Berbagai
macam jenis petasan yang dijajakan oleh pedagang. (BBY)
SERANG
–
Memasuki bulan Ramadan, peredaran petasan mulai menjamur di berbagai daerah
Tanah Air, tak terkecuali Kota Serang. Dari anak-anak hingga orang dewasa
seringkali menggunakan petasan untuk menyambut bulan Ramadan. Ada berbagai
macam jenis petasan, mulai dari petasan tradisional yang biasanya dibuat dari bambu
hingga petasan-petasan yang biasa dijajakan di berbagai penjuru kota, dapat
dengan mudah ditemukan pada saat bulan Ramadan tiba. Berbeda dengan bulan
lainnya, dimana penjual petasan atau pun orang yang membuat sendiri petasan
tradisional cukup sulit ditemui.
Petasan sendiri merupakan
suatu budaya yang berasal dari China.
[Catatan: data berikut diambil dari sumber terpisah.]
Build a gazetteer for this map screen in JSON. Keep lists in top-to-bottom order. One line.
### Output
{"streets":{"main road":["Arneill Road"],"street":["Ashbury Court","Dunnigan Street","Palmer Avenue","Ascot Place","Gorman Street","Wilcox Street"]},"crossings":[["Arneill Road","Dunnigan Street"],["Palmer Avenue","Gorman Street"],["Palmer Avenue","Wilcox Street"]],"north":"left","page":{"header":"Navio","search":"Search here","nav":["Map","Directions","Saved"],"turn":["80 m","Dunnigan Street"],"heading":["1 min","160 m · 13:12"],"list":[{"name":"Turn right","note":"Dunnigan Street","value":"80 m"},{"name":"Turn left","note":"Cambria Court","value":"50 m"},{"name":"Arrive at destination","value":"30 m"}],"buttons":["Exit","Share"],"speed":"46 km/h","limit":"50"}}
Pada awalnya petasan dimainkan untuk
merayakan suatu acara tertentu seperti perayaan pernikahan dan syukuran dalam
memenangkan peperangan. Sekitar tahun 90an barulah petasan mulai digunakan
untuk menyambut datangnya bulan Ramadan di Indonesia dan berlanjut sampai
sekarang.
Namun penggunaan petasan
tersebut belum dapat dikategorikan sebagai suatu bentuk kebudayaan, menurut
salah seorang pengamat sejarah, M. Rifki, pengertian budaya adalah suatu kebiasaan
yang sudah lama ada, bahkan mungkin sudah ada sejak zaman penjajahan Belanda. ”Perayaan
bulan Ramadan dengan menggunakan petasan merupakan suatu kegiatan yang
terbilang baru di Indonesia. Penggunaan petasan sudah menjadi suatu kebudayaan di
masyarakat Betawi, namun bukan sebagai perayaan guna menyambut Ramadan
melainkan untuk perayaan pernikahan,” sambung alumnus Ilmu Sejarah, Universitas
Padjajaran tersebut, Senin (29/5).
Penggunaan petasan
merupakan sesuatu yang baik untuk mengekspresikan suka cita dalam menyambut
bulan yang penuh berkah bagi seluruh umat muslim di dunia khususnya Indonesia
sendiri. Bagai makan buah simalakama petasan dapat memberikan makna kemeriahan
suatu acara jika digunakan dengan bijak dan akan menimbulkan masalah jika tidak
digunakan dengan semestinya.
Petasan akan berbahaya
bagi orang yang menggunakanya dan menggangu orang di sekitarnya jika tidak
digunakan dengan benar, “Penggunaan petasan dalam hal menyambut datangnya bulan
Ramadan adalah sesuatu yang baik untuk sebuah perayaan, namun tidak dibenarkan
juga jika petasan dinyalakan di tengah keramaian ketika orang-orang sedang
menjalankan ibadah Shalat Tarawih,” ungkap salah seorang mahasiswa yang aktif
diberbagai organisasi islam kampus Untirta, Aan.
Hal lumrah membuat meriah
suasana untuk merayakan sesuatu yang telah dinantikan dan diharapkan dengan
menggunakan petasan. Namun harus diimbangi dengan kesadaran diri untuk berlaku
bijak dalam menggunakanya dengan mempertimbangkan tempat dan waktu yang tepat. (BBY/ESW/YOURNALISTIC)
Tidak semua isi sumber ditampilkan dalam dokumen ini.